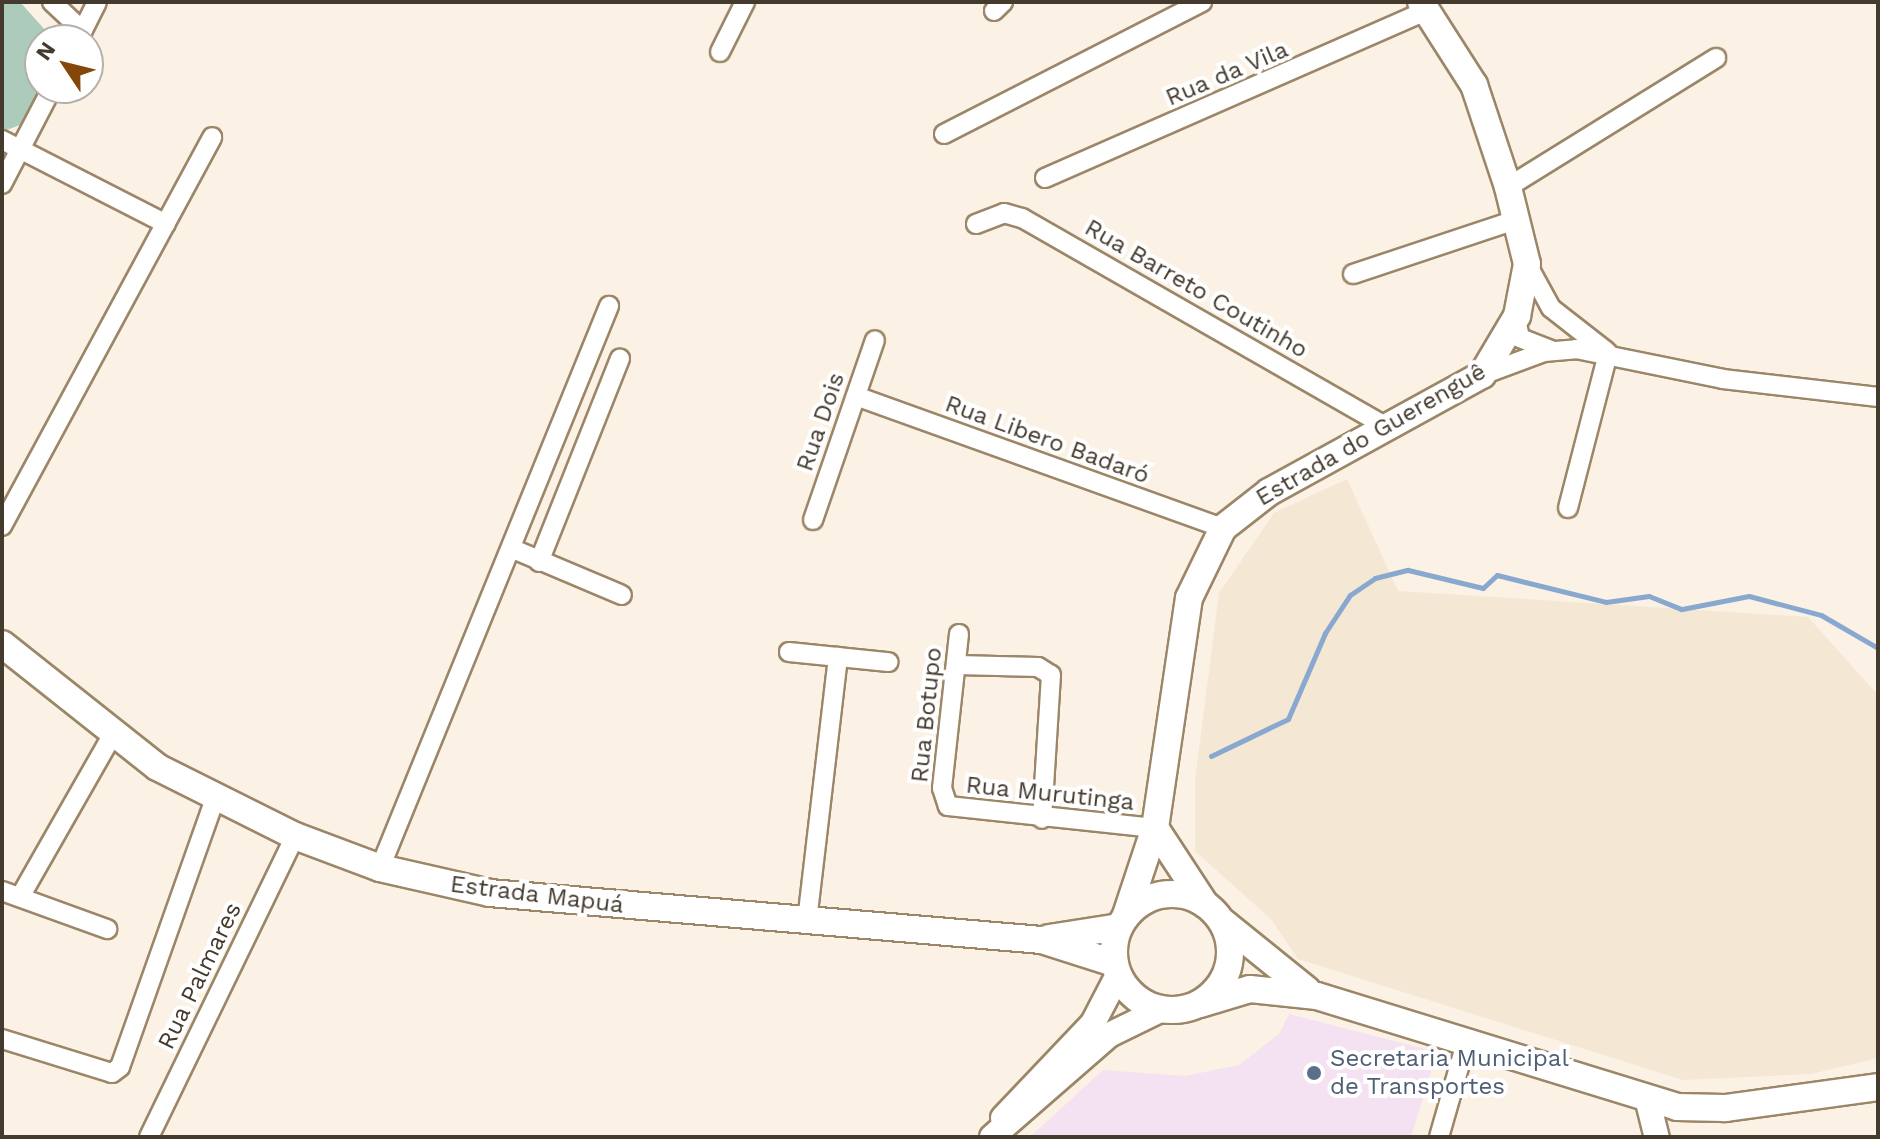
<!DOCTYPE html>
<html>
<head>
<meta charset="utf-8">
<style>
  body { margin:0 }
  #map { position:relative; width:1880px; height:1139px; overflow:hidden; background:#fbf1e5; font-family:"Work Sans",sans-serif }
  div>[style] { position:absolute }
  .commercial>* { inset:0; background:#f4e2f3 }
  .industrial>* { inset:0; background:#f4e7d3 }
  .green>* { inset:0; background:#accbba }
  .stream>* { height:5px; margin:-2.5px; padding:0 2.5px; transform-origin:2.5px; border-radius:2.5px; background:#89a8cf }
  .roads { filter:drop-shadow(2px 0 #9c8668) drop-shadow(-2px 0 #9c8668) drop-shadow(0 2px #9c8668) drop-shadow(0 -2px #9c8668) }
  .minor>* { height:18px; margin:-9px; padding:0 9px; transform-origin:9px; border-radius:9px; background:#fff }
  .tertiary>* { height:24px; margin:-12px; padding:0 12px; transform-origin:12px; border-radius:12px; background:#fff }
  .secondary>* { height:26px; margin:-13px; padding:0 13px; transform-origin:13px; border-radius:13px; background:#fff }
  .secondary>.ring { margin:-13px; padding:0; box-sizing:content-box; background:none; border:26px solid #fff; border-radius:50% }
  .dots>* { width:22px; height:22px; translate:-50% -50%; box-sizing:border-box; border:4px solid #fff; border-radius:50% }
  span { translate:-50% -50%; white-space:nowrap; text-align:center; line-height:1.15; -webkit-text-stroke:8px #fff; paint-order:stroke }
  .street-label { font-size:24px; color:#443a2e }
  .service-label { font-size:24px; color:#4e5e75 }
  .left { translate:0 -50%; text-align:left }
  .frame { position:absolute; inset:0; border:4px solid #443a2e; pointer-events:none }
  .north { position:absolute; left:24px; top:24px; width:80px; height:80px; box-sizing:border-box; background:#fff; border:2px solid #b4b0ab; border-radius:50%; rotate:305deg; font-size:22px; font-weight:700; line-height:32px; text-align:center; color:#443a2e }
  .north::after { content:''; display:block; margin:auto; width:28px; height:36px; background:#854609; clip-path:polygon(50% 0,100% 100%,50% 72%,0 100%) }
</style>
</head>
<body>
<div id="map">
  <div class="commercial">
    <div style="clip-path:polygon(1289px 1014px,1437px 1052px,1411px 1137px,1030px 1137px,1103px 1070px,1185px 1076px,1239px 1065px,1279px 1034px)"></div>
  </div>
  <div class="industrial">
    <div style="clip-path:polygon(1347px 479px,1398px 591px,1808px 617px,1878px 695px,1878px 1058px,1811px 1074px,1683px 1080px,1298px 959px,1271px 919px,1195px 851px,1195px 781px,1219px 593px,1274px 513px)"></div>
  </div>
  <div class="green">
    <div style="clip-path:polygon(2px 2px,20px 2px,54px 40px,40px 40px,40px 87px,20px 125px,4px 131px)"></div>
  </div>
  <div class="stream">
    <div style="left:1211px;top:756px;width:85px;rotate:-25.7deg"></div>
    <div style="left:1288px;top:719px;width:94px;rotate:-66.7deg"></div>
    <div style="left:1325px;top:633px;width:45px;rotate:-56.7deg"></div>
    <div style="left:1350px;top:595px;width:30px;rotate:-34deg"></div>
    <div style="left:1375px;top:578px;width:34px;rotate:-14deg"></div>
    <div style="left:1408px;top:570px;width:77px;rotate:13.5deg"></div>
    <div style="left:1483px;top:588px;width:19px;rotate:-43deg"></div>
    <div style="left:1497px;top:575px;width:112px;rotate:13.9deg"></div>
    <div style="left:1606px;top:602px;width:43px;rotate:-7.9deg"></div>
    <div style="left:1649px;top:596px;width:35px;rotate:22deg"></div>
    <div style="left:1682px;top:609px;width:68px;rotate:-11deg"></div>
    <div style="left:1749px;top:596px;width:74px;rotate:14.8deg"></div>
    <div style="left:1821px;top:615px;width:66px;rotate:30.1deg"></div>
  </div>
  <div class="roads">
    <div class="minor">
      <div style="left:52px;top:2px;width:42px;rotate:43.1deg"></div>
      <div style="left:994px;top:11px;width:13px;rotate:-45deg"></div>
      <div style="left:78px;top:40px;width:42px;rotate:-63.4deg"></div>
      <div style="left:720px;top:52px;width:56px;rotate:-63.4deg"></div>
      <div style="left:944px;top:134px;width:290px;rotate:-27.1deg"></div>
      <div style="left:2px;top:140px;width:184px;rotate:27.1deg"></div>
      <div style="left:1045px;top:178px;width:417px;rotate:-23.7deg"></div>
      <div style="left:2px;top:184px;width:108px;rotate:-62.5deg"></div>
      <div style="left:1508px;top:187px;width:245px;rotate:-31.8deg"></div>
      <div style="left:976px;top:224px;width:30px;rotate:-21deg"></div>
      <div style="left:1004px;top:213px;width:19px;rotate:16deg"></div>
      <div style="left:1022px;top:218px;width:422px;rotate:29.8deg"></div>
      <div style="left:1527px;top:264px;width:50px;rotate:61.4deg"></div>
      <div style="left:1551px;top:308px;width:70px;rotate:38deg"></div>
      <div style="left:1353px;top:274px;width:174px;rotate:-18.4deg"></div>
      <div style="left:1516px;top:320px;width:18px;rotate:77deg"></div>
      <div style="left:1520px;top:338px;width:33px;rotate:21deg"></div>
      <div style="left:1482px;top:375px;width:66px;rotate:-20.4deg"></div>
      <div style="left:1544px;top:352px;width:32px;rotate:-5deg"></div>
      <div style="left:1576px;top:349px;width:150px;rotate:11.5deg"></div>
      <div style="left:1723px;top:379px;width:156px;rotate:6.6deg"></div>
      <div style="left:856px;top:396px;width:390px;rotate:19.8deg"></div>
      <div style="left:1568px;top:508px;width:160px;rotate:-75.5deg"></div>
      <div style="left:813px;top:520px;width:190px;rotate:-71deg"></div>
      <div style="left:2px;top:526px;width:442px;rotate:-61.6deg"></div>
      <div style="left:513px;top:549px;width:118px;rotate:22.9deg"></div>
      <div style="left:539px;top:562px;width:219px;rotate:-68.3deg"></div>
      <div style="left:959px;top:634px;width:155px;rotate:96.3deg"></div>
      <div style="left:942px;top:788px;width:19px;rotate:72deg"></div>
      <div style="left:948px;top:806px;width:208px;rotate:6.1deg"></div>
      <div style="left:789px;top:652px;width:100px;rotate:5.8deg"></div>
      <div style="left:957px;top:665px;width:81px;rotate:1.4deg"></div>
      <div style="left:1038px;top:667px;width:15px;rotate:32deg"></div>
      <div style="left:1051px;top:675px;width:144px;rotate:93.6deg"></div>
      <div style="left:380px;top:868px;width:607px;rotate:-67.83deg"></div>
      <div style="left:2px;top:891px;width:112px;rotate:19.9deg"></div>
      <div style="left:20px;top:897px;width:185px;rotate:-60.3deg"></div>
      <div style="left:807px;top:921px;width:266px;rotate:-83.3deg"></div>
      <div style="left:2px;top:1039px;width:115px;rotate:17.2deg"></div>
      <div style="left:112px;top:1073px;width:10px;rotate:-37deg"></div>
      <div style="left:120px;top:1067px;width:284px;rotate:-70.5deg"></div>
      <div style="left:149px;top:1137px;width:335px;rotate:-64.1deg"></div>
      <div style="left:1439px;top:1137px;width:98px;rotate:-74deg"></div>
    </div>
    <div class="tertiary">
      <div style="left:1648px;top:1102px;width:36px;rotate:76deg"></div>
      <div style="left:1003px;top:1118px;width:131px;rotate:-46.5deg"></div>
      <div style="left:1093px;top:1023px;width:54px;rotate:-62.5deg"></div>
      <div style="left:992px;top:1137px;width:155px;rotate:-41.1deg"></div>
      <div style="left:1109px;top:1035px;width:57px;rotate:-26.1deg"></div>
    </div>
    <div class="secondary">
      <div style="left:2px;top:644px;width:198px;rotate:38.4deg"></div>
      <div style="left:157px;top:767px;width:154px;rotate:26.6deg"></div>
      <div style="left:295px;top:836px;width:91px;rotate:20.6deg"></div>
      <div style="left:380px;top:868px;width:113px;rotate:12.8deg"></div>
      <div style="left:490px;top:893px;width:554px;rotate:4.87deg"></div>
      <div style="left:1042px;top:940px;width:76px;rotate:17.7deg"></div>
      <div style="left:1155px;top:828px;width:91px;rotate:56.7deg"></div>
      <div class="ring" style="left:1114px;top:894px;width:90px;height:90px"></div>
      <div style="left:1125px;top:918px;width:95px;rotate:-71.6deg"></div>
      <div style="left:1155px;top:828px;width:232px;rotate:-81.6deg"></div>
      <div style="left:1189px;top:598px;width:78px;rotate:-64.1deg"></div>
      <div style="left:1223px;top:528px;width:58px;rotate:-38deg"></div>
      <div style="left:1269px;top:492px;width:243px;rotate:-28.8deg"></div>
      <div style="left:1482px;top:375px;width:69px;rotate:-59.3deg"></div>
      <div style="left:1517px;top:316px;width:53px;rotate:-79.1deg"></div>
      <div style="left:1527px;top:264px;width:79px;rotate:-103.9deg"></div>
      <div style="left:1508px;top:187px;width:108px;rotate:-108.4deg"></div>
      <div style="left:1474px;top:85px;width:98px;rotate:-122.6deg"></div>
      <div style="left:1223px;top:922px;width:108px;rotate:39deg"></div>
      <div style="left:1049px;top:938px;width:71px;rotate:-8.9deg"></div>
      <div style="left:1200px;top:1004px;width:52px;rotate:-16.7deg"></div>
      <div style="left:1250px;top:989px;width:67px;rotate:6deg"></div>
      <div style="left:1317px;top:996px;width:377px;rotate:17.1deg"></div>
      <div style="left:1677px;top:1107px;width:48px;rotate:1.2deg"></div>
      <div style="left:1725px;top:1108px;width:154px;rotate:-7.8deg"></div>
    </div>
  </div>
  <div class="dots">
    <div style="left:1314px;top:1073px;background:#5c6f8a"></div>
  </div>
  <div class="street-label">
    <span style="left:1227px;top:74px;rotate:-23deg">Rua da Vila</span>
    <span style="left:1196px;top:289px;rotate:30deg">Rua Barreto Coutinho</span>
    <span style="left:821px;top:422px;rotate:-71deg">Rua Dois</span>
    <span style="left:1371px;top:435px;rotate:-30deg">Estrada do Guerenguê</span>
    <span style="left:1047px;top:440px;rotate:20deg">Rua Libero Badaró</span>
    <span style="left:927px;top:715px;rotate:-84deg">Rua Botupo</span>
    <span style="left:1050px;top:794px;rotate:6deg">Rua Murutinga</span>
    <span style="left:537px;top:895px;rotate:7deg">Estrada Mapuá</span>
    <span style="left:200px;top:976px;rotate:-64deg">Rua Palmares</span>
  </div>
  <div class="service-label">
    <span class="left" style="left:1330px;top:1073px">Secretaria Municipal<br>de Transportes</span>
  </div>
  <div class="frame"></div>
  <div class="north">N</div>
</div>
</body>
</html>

----------------------------------------

#### How to complete this task:
Which lines in the data above hold the word "stream"? Return each of them.

#### Response to the task:
  .stream>* { height:5px; margin:-2.5px; padding:0 2.5px; transform-origin:2.5px; border-radius:2.5px; background:#89a8cf }
  <div class="stream">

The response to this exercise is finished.